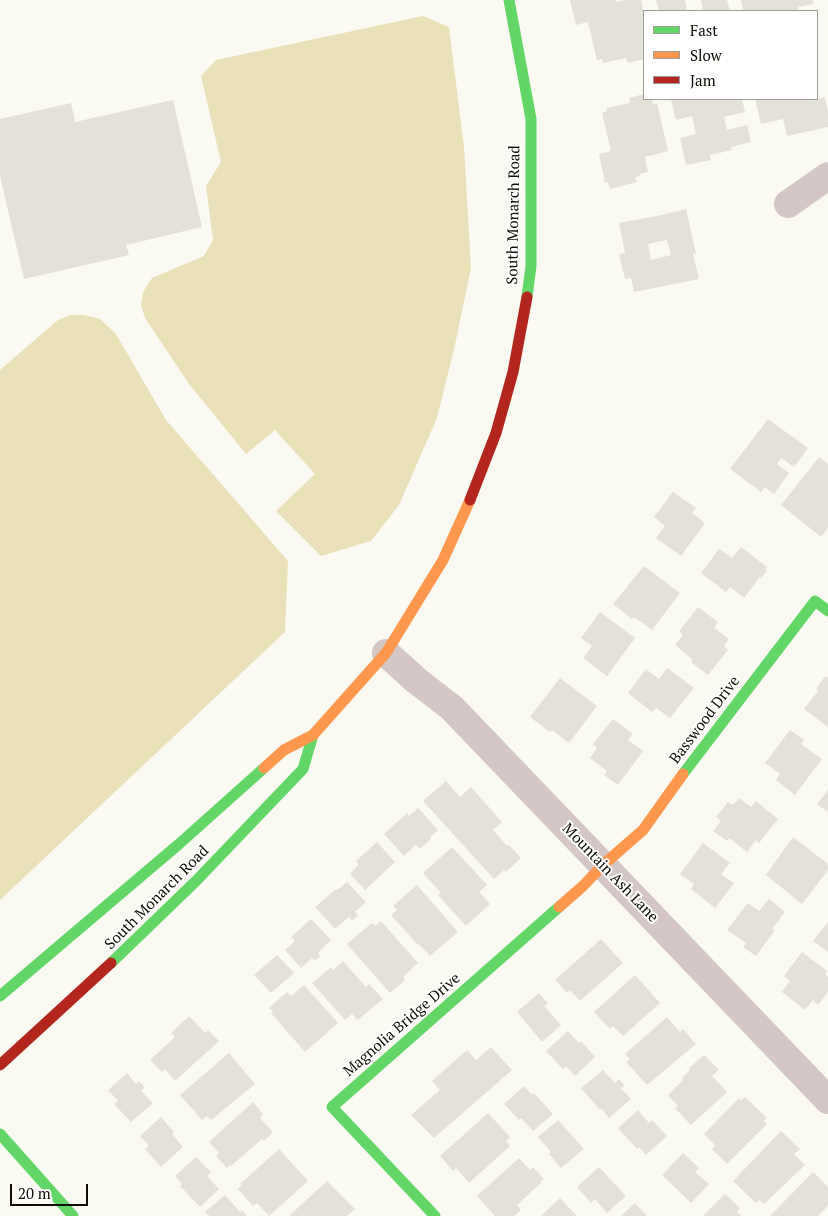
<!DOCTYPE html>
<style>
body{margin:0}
#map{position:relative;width:828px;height:1216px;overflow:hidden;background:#faf9f2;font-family:"PT Serif",serif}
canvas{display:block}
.legend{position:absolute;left:643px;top:10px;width:175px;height:90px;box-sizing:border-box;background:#fff;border:1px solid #9f9d9a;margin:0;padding:6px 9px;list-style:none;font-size:15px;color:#0e0b03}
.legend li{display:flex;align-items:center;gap:10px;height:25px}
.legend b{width:25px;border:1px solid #9f9d9a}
.scale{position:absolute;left:10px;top:1184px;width:78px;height:22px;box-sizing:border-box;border:2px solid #0e0b03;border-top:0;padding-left:6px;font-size:15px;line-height:18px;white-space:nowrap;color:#0e0b03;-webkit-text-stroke:4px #fff;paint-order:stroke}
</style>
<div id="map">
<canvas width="828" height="1216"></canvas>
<ul class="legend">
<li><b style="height:6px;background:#63d668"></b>Fast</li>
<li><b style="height:6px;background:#ff974d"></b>Slow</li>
<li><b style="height:6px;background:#b3261e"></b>Jam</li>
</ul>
<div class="scale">20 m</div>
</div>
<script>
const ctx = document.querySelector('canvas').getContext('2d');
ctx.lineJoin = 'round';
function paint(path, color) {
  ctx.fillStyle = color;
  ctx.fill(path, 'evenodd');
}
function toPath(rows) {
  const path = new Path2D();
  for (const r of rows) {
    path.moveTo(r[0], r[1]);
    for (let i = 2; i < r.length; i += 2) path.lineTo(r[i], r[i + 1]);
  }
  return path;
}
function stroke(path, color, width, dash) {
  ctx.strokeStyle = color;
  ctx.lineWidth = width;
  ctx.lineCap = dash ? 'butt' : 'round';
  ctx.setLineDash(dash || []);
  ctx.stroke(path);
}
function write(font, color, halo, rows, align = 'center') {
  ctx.font = font + ' "PT Serif",serif';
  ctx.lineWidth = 4;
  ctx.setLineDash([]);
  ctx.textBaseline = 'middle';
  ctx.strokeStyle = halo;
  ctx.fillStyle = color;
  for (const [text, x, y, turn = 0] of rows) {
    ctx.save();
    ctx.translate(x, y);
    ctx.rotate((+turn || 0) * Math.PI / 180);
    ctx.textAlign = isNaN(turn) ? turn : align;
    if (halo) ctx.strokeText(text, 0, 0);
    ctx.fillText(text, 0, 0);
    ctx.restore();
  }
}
const green = toPath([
 [423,16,449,27,464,147,471,268,455,345,437,418,399,505,371,541,321,556,276,511,315,474,275,430,246,454,189,384,145,318,141,305,143,292,152,278,204,256,213,240,206,186,221,162,201,76,216,60],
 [71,315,84,315,100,319,116,334,166,420,288,561,285,632,0,900,0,370,58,320]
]);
const building = toPath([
 [570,0,615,0,616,2,624,0,641,0,644,15,644,59,628,63,626,58,603,63,602,59,597,60,588,22,576,25],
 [656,0,685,0,687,11,659,11],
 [701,0,727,0,730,11,703,11],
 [741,0,813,0,813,4,798,7,798,11,739,11,743,9],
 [644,94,644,99,652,99,653,104,657,103,668,151,645,157,648,172,639,174,640,176,635,177,637,182,610,189,608,182,605,183,599,154,611,151,602,113,607,111,607,108,630,103,629,98],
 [825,97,828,111,828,127,787,136,783,119,761,124,755,99,811,99,812,101],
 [675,99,742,99,745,112,724,117,727,130,747,125,751,142,731,147,732,150,710,155,711,160,686,165,680,138,696,134,692,116,676,120,671,100],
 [173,100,202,227,126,245,129,255,24,279,0,176,0,119,71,103,75,122],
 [686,209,696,254,693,254,699,279,634,292,631,278,625,279,619,254,625,253,619,223,662,215],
 [667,240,671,255,651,260,648,244],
 [768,419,808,448,794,467,781,458,777,464,789,473,774,494,765,487,761,492,730,469],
 [819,457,828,464,828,528,821,537,781,505],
 [673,492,696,508,692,513,705,523,681,556,656,538,665,526,654,517],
 [741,547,767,567,765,569,767,571,761,578,760,577,744,598,730,587,726,592,701,573,719,549,732,558],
 [644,566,680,593,652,630,634,617,632,619,613,604],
 [698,607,718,622,714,628,729,639,724,646,728,650,708,675,691,662,693,660,675,645,683,635,679,631],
 [600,612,635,638,607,676,583,658,592,646,581,638],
 [667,668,694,688,670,718,656,708,652,712,628,693,646,669,659,679],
 [825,676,828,678,828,727,804,709,818,691,816,689],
 [560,678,597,706,569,743,552,730,550,732,530,717],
 [613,719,633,734,628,740,643,751,618,785,604,775,607,771,590,758,597,748,593,744],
 [790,730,804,740,801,744,822,759,795,795,776,780,780,774,765,763],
 [446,781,460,797,471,787,502,822,493,830,507,846,509,845,521,858,506,872,504,870,494,879,423,801],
 [828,790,828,812,817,804],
 [739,798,751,807,756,801,778,819,759,843,756,840,747,852,729,838,727,841,713,831,721,821,716,817,728,802,733,805],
 [418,808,438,830,430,838,431,839,420,849,416,845,404,856,384,834,407,813,409,816],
 [793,837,828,864,828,870,802,904,766,875],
 [377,842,395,862,365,890,350,874,359,864,356,861],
 [703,843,730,863,721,874,734,883,715,908,691,889,694,884,680,874],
 [452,847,487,885,479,892,490,904,466,926,445,903,438,895,441,893,423,873],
 [347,882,366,902,355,912,358,915,352,921,349,917,335,929,315,907,336,889,337,890],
 [417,885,458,932,430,956,419,944,418,945,391,915,397,910,393,906],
 [769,899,785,912,772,929,775,930,756,956,743,947,746,943,727,930,748,903,759,911],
 [311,919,331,940,318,953,320,956,315,961,312,958,301,968,285,950,295,941,291,937],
 [381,921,418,963,403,977,405,980,390,993,347,944,372,923,375,926],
 [828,922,828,952,813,941],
 [601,939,623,963,580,1001,570,990,567,993,555,980],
 [802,952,827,971,825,974,828,977,828,992,818,1005,813,1000,805,1010,782,992,790,981,784,976],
 [277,955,294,973,271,993,254,975],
 [343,961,366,987,369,984,383,999,358,1020,352,1014,345,1020,312,983,331,967,333,970],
 [635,975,660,1003,623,1036,613,1026,610,1029,594,1012],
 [304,985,338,1023,305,1052,271,1013,273,1011,269,1008,287,992,291,996],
 [539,993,548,1003,544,1006,561,1025,542,1042,517,1012],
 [189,1016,205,1033,208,1030,219,1041,175,1081,165,1069,162,1072,150,1060,175,1037,171,1033],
 [667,1017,680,1032,683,1029,696,1044,647,1085,626,1062,630,1059,625,1054],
 [568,1031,579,1043,581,1041,595,1057,575,1076,566,1066,563,1069,546,1051],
 [491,1047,512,1070,434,1138,411,1115,440,1090,432,1081,467,1050,476,1060],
 [229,1053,255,1084,211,1120,207,1116,202,1120,180,1095],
 [704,1055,719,1070,712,1076,727,1092,691,1125,675,1108,678,1106,668,1095,683,1080,682,1078,690,1070,689,1068],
 [603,1070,615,1083,619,1079,625,1086,621,1088,631,1099,609,1118,602,1109,600,1110,581,1088],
 [127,1073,136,1084,139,1081,145,1087,141,1091,153,1103,131,1122,114,1104,118,1101,108,1090],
 [524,1086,532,1095,534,1093,553,1114,533,1131,521,1118,519,1120,504,1104],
 [745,1097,767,1118,764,1121,767,1124,727,1164,712,1149,715,1145,704,1134,739,1098,741,1100],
 [253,1102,263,1114,260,1118,273,1132,264,1141,262,1139,231,1166,230,1165,227,1168,216,1156,219,1153,209,1142],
 [638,1110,649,1123,652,1120,667,1136,646,1155,639,1147,637,1149,618,1128],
 [488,1113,510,1137,506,1141,510,1146,469,1183,456,1168,453,1171,440,1156],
 [161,1117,174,1132,172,1134,183,1147,161,1167,145,1149,149,1146,140,1136],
 [558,1120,584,1149,561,1168,549,1154,551,1152,538,1137],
 [781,1131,800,1149,794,1154,805,1165,764,1204,759,1200,756,1203,733,1181],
 [279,1149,308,1181,269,1216,257,1203,253,1206,238,1189,242,1185,240,1184],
 [683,1153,699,1168,695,1172,709,1184,691,1203,662,1175],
 [196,1157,211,1172,207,1176,219,1189,200,1207,180,1186,182,1184,175,1176],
 [519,1158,530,1170,533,1167,544,1179,540,1181,542,1182,517,1205,521,1210,514,1216,495,1216,477,1196],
 [599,1167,626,1196,607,1213,595,1199,591,1203,577,1187],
 [813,1172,828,1187,828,1206,818,1216,770,1216],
 [327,1181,355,1209,347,1216,289,1216],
 [725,1194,740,1208,737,1212,741,1216,703,1216],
 [225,1195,240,1212,242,1210,247,1216,209,1216,205,1212],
 [560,1198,577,1216,541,1216],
 [635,1203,647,1216,621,1216]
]);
const street = toPath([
 [788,204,828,176],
 [386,653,417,681,452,708,828,1100]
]);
const fast = toPath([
 [509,0,531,119,531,266,527,297],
 [683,774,815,601,828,611],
 [111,963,196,881,303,769,313,735],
 [0,996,179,844,264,768],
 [0,1134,73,1216],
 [435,1216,332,1107,559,907]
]);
const slow = toPath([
 [264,768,284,750,313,735,386,653,443,560,470,500],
 [559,907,583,886,603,865,643,830,683,774]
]);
const jam = toPath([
 [470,500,496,433,513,372,527,297],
 [0,1065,111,963]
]);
const streetNames = [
 ["South Monarch Road",514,215,-89],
 ["Basswood Drive",705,720,-53],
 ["Mountain Ash Lane",610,873,46],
 ["South Monarch Road",157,898,-45],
 ["Magnolia Bridge Drive",402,1025,-41]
];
paint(green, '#ebe1b9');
paint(building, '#e4e2d8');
stroke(street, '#d5c7c5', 28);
stroke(fast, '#63d668', 11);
stroke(slow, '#ff974d', 11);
stroke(jam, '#b3261e', 11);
write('15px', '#0e0b03', '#fff', streetNames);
</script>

────────────────────────────────────────

No pictures should appear in the copy, which holds exactly the lines from the first line of the data through the line with "function write(font, color, halo, rows, align" and nothing else.

■ Final answer ■
<!DOCTYPE html>
<style>
body{margin:0}
#map{position:relative;width:828px;height:1216px;overflow:hidden;background:#faf9f2;font-family:"PT Serif",serif}
canvas{display:block}
.legend{position:absolute;left:643px;top:10px;width:175px;height:90px;box-sizing:border-box;background:#fff;border:1px solid #9f9d9a;margin:0;padding:6px 9px;list-style:none;font-size:15px;color:#0e0b03}
.legend li{display:flex;align-items:center;gap:10px;height:25px}
.legend b{width:25px;border:1px solid #9f9d9a}
.scale{position:absolute;left:10px;top:1184px;width:78px;height:22px;box-sizing:border-box;border:2px solid #0e0b03;border-top:0;padding-left:6px;font-size:15px;line-height:18px;white-space:nowrap;color:#0e0b03;-webkit-text-stroke:4px #fff;paint-order:stroke}
</style>
<div id="map">
<canvas width="828" height="1216"></canvas>
<ul class="legend">
<li><b style="height:6px;background:#63d668"></b>Fast</li>
<li><b style="height:6px;background:#ff974d"></b>Slow</li>
<li><b style="height:6px;background:#b3261e"></b>Jam</li>
</ul>
<div class="scale">20 m</div>
</div>
<script>
const ctx = document.querySelector('canvas').getContext('2d');
ctx.lineJoin = 'round';
function paint(path, color) {
  ctx.fillStyle = color;
  ctx.fill(path, 'evenodd');
}
function toPath(rows) {
  const path = new Path2D();
  for (const r of rows) {
    path.moveTo(r[0], r[1]);
    for (let i = 2; i < r.length; i += 2) path.lineTo(r[i], r[i + 1]);
  }
  return path;
}
function stroke(path, color, width, dash) {
  ctx.strokeStyle = color;
  ctx.lineWidth = width;
  ctx.lineCap = dash ? 'butt' : 'round';
  ctx.setLineDash(dash || []);
  ctx.stroke(path);
}
function write(font, color, halo, rows, align = 'center') {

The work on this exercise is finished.